_The task_
Return all lines below containing the word "elements".

------------

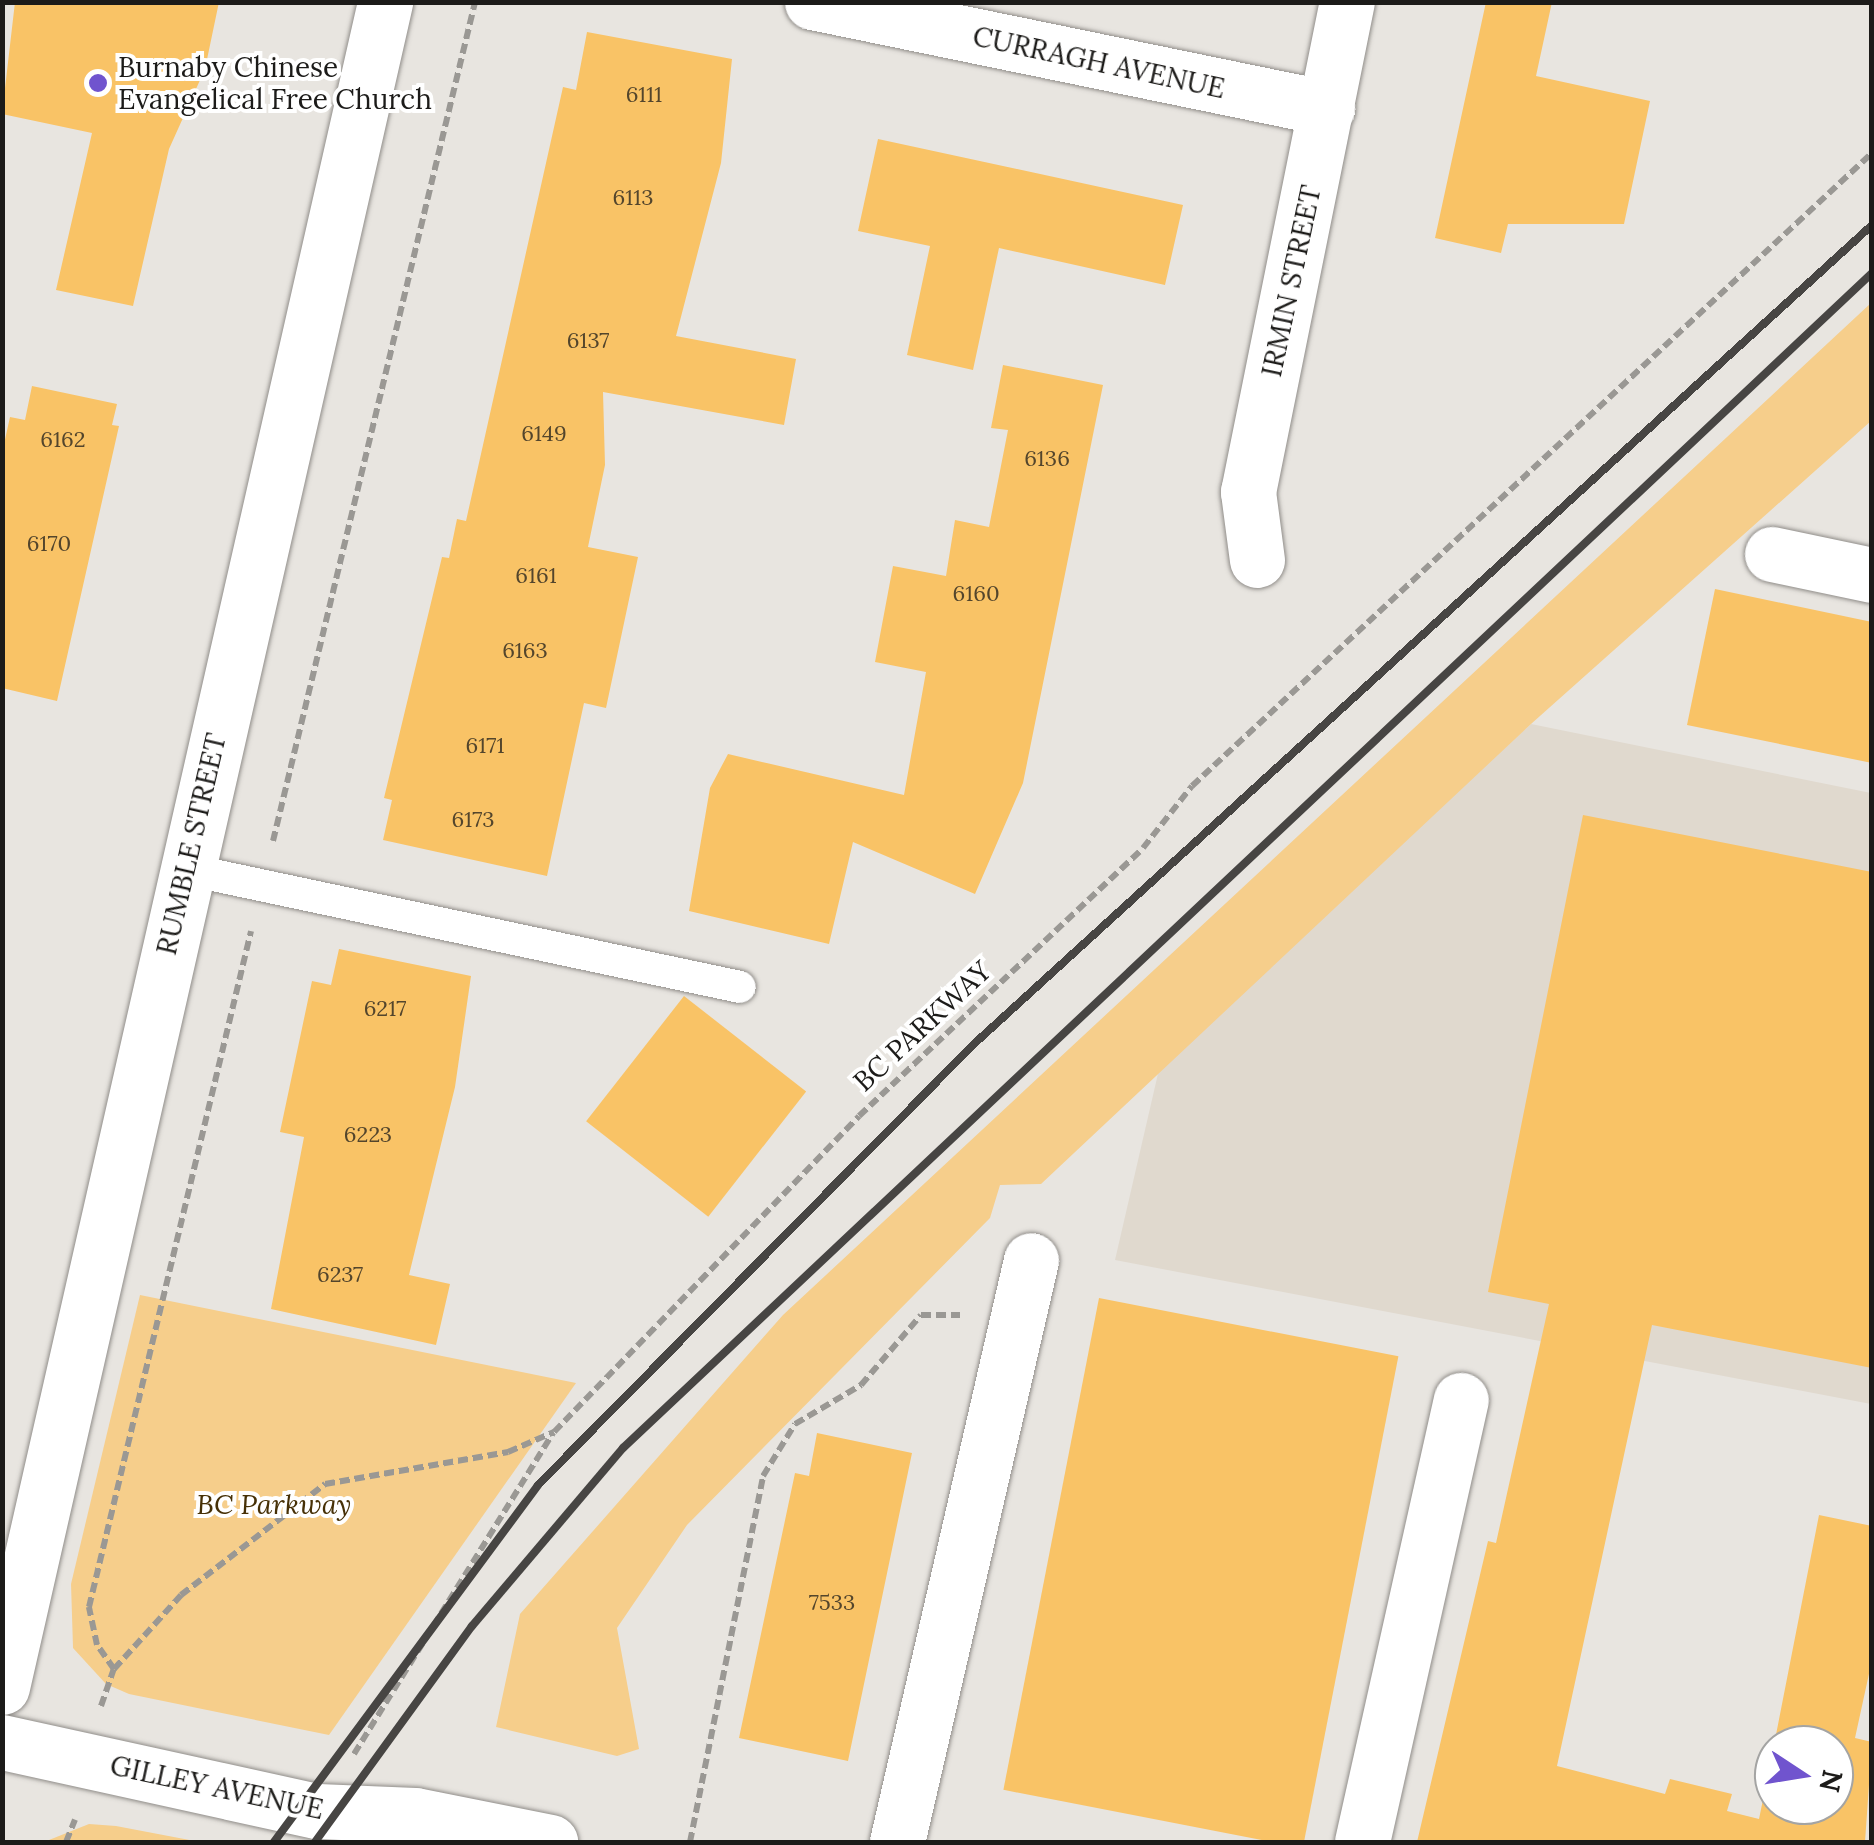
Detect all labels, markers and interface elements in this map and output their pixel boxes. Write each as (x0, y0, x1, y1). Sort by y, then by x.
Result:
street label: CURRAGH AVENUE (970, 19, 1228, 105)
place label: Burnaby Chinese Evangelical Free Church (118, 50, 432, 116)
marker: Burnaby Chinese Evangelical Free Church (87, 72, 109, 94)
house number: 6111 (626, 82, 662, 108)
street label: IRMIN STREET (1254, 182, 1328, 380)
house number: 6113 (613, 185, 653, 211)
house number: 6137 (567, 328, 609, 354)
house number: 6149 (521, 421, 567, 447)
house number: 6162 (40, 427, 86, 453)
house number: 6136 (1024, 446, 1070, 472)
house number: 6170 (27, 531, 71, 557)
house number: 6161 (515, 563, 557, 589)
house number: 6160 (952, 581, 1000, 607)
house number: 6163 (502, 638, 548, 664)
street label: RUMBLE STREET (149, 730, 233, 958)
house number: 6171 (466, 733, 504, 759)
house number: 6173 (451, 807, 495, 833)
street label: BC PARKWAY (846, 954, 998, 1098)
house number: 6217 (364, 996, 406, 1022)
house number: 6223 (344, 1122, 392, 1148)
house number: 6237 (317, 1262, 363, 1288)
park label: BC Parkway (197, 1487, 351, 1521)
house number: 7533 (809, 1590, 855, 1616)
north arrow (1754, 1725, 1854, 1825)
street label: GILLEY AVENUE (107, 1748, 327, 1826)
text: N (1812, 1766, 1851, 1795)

------------

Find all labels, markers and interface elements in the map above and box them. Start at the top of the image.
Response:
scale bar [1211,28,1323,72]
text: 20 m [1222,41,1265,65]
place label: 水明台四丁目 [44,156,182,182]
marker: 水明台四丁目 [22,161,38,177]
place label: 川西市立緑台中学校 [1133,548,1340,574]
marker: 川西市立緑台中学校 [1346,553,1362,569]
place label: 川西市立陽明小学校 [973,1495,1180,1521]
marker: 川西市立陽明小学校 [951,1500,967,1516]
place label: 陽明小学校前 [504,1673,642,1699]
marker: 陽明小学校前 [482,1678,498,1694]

------------

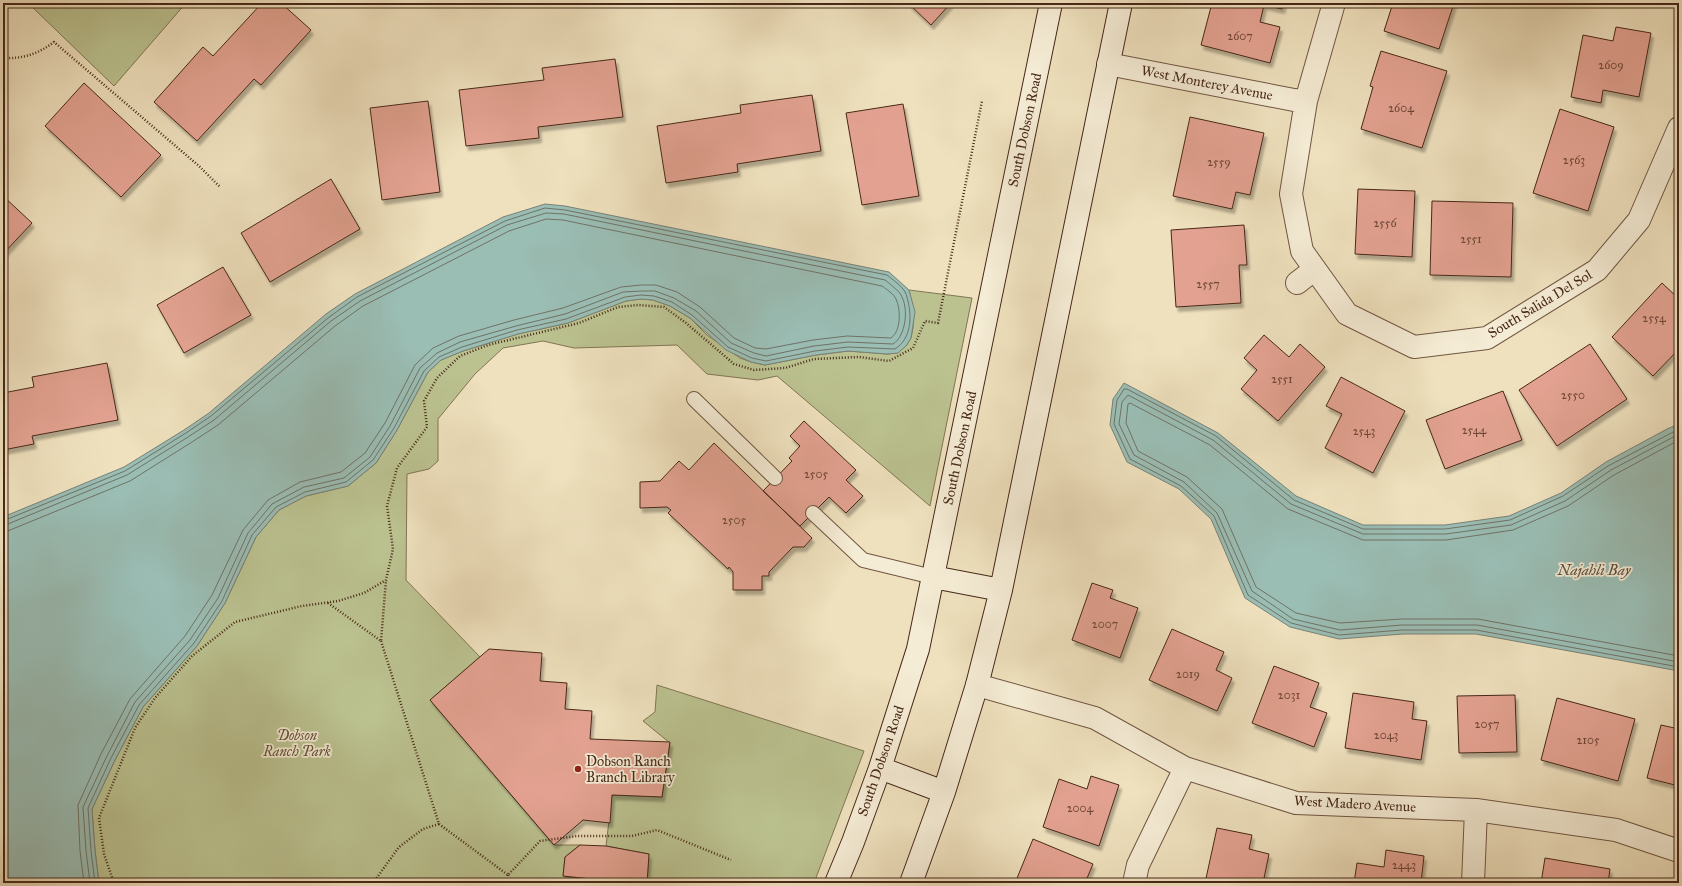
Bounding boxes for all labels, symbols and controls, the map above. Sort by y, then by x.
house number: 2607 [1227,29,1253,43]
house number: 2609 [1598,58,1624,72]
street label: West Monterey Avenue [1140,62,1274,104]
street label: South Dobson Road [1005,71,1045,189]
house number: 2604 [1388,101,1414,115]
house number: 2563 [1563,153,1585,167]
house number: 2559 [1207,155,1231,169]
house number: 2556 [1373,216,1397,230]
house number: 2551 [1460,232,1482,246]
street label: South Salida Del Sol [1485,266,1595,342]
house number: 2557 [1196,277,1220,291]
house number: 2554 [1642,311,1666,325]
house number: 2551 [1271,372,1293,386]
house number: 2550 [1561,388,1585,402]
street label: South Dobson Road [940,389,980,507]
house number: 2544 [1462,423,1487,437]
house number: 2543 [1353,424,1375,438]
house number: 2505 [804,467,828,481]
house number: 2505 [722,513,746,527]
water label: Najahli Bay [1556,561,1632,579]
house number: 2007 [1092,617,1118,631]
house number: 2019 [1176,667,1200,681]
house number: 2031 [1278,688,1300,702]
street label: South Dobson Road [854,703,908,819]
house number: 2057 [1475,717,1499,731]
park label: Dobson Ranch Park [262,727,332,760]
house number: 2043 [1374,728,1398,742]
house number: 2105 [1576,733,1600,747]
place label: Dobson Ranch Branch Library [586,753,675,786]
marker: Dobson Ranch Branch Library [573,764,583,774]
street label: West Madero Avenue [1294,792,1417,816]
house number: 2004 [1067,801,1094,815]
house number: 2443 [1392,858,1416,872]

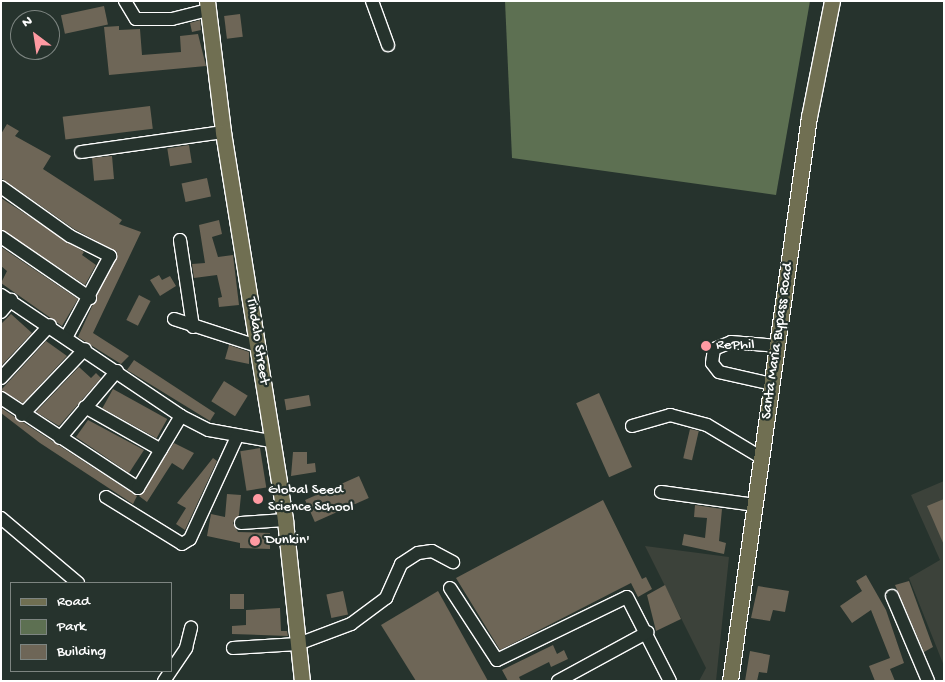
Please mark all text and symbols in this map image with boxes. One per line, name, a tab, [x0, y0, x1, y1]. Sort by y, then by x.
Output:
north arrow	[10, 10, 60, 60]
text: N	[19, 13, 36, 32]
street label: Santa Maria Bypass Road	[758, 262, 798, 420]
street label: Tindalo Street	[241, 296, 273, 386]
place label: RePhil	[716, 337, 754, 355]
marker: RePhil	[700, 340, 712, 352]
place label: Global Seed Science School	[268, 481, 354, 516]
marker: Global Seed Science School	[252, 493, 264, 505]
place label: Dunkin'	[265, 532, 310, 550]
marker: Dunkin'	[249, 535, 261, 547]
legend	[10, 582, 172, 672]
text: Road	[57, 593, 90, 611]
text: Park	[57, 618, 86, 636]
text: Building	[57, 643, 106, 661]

------------

_Output_
Detect all labels, markers and interface elements in this map and output their pixel boxes. Write each as (x0, y0, x1, y1). Sort by y, then by x.
Find all labels, markers and interface elements in the map above and box them. Start at the top of the image.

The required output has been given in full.